▶ Requirement
Please find all lines containing "polygon" in the listing below and copy them.

┄┄┄┄┄┄┄┄┄┄

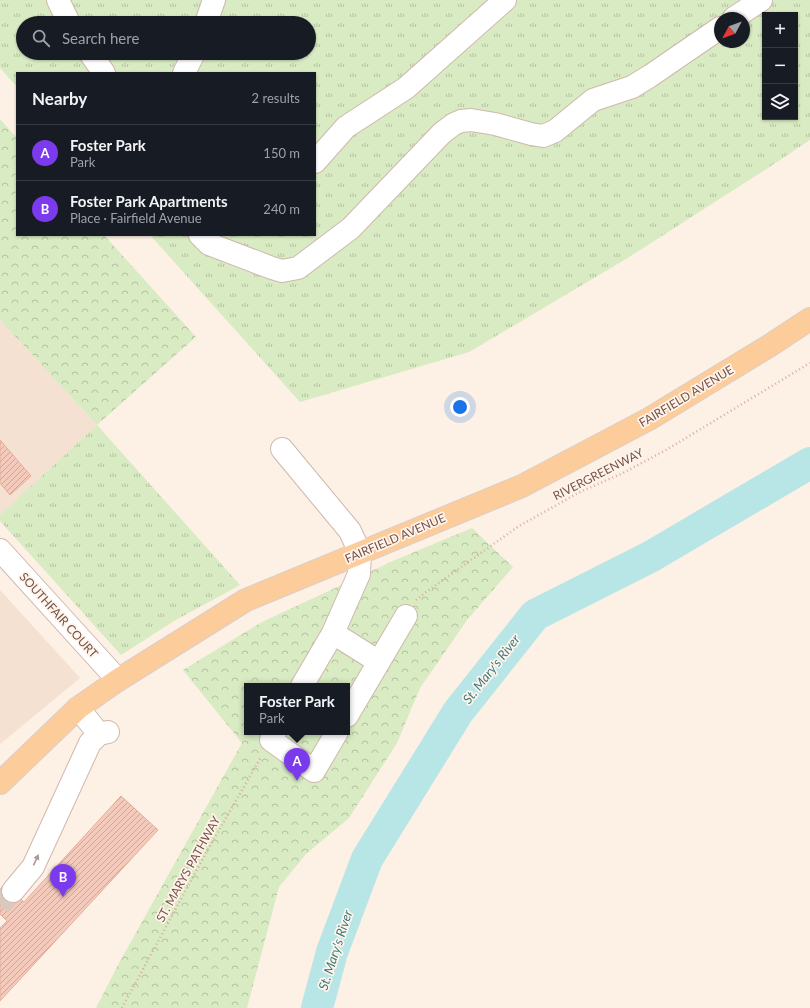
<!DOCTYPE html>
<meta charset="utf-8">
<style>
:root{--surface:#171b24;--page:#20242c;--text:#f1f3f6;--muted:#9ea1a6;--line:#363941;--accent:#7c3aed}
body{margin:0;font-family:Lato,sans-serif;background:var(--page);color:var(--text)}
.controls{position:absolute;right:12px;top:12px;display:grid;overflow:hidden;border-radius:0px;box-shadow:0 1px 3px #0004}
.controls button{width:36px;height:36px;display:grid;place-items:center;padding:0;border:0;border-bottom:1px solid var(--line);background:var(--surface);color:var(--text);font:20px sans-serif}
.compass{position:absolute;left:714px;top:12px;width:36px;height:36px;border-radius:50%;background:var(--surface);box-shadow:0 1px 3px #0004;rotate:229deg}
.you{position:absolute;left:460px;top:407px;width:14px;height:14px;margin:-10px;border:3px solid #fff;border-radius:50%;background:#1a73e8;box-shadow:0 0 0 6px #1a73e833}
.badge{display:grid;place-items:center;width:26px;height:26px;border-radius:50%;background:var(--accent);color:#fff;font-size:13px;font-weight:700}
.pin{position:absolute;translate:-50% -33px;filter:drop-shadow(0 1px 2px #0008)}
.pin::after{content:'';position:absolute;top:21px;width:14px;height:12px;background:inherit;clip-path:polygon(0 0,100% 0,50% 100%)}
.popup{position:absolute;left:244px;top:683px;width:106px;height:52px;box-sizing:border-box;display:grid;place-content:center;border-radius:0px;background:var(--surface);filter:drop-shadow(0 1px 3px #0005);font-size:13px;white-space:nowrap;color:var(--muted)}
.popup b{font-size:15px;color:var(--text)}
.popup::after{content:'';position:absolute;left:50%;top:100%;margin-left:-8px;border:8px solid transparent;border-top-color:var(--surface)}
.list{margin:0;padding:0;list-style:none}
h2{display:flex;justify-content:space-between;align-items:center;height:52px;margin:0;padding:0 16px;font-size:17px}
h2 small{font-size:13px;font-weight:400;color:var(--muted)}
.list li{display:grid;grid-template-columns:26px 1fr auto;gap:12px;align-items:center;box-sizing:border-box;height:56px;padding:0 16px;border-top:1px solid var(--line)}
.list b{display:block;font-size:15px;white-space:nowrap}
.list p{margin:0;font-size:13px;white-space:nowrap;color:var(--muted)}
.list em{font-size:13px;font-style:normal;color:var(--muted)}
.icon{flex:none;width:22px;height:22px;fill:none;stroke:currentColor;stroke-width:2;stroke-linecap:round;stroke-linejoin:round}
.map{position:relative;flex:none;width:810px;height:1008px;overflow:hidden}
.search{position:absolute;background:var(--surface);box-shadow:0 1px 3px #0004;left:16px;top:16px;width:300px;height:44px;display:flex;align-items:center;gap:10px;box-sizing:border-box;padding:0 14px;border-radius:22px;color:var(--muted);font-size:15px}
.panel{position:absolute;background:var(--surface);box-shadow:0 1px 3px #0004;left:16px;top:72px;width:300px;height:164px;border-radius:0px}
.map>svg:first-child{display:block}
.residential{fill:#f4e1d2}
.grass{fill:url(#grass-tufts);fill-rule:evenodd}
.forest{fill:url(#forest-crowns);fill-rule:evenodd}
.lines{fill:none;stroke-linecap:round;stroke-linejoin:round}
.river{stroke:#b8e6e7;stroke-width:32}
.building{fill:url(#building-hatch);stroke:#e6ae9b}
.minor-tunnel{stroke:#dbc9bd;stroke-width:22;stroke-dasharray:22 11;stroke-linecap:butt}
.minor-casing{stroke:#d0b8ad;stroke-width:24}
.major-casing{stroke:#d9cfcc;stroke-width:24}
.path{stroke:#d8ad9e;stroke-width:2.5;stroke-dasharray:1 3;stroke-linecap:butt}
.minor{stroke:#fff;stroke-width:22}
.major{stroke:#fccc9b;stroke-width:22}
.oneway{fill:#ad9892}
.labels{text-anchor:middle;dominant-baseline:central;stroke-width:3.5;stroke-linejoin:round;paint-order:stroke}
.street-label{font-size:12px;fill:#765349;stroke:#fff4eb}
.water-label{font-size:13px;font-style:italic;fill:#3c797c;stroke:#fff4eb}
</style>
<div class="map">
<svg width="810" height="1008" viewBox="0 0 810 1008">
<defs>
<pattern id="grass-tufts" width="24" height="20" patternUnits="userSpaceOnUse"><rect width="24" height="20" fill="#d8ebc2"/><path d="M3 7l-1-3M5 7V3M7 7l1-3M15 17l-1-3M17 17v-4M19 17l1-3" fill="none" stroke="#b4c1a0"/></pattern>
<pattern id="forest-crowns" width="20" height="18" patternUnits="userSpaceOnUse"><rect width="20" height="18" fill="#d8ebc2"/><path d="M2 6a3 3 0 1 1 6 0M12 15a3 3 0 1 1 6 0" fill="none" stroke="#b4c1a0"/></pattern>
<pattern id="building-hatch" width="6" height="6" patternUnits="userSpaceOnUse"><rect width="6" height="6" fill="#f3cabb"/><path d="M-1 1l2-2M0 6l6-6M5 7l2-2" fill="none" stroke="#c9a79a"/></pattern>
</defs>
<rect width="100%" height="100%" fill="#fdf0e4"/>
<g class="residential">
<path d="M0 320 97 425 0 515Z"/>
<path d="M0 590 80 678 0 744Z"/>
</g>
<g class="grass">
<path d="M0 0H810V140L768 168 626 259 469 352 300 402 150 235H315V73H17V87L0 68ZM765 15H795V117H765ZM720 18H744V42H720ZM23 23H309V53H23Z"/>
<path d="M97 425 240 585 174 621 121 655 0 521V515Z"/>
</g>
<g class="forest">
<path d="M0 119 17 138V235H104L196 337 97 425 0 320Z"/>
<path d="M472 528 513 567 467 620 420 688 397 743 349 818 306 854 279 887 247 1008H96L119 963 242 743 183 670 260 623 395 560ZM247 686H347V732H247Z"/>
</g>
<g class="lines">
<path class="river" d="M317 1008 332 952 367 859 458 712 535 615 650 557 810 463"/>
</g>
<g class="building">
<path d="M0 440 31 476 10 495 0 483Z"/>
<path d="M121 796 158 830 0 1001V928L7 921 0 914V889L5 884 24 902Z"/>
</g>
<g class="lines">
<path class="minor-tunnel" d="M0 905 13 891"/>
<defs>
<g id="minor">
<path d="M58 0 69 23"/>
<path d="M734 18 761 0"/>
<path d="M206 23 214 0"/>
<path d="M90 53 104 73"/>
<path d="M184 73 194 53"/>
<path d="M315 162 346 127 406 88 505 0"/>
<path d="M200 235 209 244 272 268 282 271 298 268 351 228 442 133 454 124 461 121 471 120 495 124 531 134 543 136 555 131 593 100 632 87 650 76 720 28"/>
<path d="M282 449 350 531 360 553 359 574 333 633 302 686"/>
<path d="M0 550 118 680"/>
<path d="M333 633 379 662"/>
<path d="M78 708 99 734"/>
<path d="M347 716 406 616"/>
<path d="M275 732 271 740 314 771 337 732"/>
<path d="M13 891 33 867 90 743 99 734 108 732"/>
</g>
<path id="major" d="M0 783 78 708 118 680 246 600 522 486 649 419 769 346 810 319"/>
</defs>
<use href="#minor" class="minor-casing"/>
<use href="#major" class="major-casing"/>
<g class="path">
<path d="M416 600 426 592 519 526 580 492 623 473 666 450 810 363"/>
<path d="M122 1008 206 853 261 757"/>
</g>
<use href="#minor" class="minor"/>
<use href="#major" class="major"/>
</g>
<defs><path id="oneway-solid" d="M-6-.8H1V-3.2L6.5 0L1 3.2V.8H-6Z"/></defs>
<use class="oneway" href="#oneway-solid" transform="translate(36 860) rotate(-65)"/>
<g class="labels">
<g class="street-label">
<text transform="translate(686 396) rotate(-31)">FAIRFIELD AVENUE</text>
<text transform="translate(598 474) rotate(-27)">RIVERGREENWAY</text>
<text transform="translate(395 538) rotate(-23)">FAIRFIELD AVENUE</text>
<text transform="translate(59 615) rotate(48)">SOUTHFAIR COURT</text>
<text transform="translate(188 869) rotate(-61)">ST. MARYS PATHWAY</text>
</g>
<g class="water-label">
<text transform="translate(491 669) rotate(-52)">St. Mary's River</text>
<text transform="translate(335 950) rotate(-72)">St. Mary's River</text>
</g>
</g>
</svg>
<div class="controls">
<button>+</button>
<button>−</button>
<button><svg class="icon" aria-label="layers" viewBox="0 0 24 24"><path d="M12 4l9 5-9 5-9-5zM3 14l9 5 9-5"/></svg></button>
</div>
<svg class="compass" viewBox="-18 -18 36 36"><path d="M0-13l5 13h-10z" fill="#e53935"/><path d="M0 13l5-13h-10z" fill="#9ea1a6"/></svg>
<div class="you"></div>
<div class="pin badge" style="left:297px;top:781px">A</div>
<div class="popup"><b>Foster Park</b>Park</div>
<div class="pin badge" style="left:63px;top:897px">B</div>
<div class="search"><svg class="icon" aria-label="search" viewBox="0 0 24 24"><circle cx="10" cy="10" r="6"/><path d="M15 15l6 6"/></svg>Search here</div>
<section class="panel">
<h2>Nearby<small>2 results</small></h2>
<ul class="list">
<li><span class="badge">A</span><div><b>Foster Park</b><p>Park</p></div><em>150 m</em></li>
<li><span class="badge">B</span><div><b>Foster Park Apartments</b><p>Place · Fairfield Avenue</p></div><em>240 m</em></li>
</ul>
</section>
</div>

┄┄┄┄┄┄┄┄┄┄

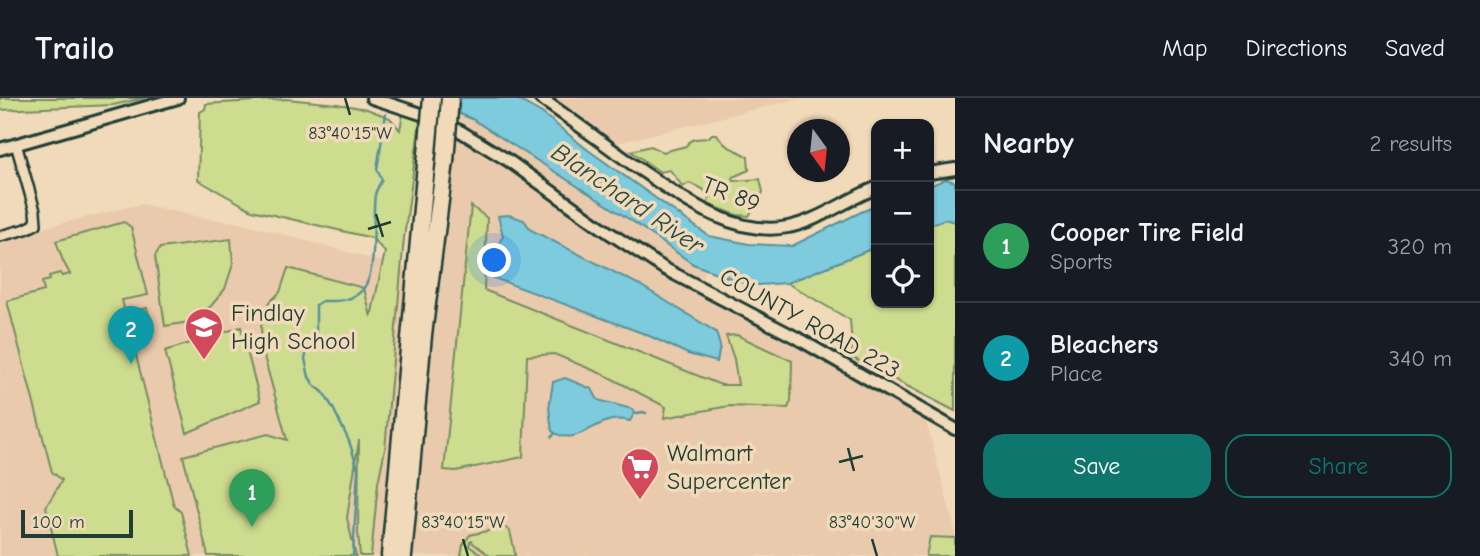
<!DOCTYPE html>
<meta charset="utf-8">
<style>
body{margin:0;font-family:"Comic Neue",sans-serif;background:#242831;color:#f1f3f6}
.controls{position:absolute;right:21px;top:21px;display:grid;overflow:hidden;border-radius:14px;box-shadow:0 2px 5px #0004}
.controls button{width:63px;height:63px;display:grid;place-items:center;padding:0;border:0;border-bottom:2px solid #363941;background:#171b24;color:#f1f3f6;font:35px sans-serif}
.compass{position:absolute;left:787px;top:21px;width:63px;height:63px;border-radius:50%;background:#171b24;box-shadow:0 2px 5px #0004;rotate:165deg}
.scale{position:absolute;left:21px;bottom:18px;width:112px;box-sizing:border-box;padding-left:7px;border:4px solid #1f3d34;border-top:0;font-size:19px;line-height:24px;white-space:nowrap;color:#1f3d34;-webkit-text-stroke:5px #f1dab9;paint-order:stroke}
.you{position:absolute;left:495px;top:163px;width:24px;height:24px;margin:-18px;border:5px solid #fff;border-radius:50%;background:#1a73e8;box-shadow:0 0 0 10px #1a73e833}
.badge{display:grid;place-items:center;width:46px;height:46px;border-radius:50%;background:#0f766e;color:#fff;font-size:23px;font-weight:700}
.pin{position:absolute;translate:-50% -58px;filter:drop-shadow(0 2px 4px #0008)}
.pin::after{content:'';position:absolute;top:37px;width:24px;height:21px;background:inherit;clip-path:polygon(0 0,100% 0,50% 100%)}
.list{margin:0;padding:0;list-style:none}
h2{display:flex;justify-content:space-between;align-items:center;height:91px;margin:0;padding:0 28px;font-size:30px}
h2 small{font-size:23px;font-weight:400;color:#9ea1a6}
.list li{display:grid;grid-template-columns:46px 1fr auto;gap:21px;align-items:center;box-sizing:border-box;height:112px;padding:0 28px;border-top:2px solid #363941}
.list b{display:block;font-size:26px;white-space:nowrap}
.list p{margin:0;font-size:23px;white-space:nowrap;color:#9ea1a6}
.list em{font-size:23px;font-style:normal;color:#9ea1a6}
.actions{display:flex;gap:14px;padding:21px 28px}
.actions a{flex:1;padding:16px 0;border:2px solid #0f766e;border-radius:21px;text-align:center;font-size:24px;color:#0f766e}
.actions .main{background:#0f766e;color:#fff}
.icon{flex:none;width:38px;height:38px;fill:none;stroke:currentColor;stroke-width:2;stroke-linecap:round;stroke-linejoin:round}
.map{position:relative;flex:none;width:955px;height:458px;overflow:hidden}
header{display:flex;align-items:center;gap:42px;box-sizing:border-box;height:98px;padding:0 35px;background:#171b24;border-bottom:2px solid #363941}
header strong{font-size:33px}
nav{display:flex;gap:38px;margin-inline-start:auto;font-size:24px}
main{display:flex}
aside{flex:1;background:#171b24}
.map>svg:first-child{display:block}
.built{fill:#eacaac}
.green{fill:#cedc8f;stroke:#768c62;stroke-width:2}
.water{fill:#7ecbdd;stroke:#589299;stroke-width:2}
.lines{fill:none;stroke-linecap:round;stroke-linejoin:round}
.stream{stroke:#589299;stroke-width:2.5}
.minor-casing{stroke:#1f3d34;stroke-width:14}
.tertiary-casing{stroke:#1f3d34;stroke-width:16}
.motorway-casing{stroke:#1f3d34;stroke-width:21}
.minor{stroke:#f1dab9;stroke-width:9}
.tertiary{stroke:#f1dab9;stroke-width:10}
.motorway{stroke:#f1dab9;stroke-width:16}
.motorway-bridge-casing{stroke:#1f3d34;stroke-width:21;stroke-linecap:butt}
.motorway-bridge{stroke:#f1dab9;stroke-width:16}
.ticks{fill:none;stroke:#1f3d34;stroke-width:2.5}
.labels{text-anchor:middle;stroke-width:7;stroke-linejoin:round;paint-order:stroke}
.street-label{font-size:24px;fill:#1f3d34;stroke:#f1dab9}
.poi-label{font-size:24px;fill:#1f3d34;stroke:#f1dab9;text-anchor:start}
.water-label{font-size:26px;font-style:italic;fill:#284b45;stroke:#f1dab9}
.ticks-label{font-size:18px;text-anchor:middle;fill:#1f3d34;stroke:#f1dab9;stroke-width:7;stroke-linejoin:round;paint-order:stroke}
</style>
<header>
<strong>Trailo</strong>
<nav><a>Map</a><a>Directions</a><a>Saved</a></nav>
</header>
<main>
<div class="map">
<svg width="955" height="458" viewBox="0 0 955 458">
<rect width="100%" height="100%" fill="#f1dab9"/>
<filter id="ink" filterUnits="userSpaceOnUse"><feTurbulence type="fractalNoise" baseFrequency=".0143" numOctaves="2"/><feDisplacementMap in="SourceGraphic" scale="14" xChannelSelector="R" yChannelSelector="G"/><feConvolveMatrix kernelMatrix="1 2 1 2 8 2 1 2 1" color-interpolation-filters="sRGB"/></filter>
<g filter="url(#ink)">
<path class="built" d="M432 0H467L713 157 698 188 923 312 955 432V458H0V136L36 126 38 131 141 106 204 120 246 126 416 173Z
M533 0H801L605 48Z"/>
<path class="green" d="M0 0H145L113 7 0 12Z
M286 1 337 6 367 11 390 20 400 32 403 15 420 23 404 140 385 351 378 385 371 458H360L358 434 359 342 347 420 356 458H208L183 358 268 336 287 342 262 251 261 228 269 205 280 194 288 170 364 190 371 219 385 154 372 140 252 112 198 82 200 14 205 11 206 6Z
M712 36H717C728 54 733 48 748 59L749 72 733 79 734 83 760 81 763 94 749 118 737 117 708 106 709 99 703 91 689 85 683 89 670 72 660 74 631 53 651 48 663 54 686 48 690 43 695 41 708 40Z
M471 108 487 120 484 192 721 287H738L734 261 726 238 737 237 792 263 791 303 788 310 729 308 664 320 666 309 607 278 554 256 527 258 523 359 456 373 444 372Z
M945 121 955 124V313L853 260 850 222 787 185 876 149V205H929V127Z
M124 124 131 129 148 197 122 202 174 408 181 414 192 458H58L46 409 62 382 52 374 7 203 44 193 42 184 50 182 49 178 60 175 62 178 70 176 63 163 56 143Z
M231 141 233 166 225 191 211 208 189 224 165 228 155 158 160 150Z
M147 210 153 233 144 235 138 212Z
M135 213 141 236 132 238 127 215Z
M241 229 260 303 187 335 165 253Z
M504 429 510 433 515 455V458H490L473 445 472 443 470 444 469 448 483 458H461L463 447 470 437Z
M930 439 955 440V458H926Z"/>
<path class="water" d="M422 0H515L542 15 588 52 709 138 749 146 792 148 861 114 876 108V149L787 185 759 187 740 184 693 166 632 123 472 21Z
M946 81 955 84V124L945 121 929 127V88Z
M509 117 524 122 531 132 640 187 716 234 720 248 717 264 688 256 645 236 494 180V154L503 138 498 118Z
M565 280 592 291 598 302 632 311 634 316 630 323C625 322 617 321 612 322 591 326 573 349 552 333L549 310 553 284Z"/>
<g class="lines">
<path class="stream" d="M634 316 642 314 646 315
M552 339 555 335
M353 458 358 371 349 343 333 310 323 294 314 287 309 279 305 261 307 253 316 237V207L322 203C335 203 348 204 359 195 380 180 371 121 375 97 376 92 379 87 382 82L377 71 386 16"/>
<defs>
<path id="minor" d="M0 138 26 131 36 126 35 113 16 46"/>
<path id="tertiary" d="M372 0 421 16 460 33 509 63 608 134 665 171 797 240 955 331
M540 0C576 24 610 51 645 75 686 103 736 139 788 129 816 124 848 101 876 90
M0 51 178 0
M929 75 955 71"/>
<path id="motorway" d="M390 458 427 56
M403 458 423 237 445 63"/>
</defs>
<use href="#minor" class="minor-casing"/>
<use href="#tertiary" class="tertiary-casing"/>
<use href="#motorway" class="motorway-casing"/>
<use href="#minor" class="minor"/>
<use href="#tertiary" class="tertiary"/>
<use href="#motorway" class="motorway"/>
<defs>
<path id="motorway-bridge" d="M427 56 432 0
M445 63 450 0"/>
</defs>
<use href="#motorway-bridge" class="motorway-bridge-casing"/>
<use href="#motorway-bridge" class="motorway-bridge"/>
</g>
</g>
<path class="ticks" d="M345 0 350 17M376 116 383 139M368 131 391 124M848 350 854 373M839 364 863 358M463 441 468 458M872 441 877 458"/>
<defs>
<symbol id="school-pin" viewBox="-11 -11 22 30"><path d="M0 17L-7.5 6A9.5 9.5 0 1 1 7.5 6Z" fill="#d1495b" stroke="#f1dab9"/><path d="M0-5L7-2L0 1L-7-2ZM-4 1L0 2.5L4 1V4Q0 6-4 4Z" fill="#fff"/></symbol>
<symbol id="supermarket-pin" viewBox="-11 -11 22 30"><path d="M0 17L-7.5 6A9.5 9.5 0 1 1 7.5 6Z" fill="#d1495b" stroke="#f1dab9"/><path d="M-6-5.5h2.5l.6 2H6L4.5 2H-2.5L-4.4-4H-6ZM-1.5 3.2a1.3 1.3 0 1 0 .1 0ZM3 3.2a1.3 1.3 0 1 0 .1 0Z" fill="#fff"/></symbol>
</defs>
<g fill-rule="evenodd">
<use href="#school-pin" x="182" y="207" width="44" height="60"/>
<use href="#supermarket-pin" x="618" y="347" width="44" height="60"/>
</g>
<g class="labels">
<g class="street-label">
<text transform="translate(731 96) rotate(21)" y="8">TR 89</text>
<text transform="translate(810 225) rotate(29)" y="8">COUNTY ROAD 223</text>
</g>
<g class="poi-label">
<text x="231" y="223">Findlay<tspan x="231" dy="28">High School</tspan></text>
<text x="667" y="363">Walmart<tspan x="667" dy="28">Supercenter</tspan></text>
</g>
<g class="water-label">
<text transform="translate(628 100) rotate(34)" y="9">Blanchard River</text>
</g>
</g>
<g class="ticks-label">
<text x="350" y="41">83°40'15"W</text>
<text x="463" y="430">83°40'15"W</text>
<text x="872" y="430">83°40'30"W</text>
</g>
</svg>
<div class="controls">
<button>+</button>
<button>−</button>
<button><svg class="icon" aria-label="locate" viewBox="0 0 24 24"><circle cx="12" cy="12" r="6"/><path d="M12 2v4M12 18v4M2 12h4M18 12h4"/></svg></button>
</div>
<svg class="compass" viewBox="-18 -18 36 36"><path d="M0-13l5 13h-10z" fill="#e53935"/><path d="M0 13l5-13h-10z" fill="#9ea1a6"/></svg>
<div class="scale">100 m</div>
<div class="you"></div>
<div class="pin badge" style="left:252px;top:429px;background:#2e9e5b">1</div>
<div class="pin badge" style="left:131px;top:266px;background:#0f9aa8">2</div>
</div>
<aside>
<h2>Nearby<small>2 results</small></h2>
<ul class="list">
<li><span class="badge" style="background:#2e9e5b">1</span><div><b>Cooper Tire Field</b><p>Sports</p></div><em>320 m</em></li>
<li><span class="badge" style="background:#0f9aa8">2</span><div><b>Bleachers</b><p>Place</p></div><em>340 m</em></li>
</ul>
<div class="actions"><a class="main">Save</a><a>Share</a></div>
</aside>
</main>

┄┄┄┄┄┄┄┄┄┄

▶ Written response
.pin::after{content:'';position:absolute;top:21px;width:14px;height:12px;background:inherit;clip-path:polygon(0 0,100% 0,50% 100%)}
.pin::after{content:'';position:absolute;top:37px;width:24px;height:21px;background:inherit;clip-path:polygon(0 0,100% 0,50% 100%)}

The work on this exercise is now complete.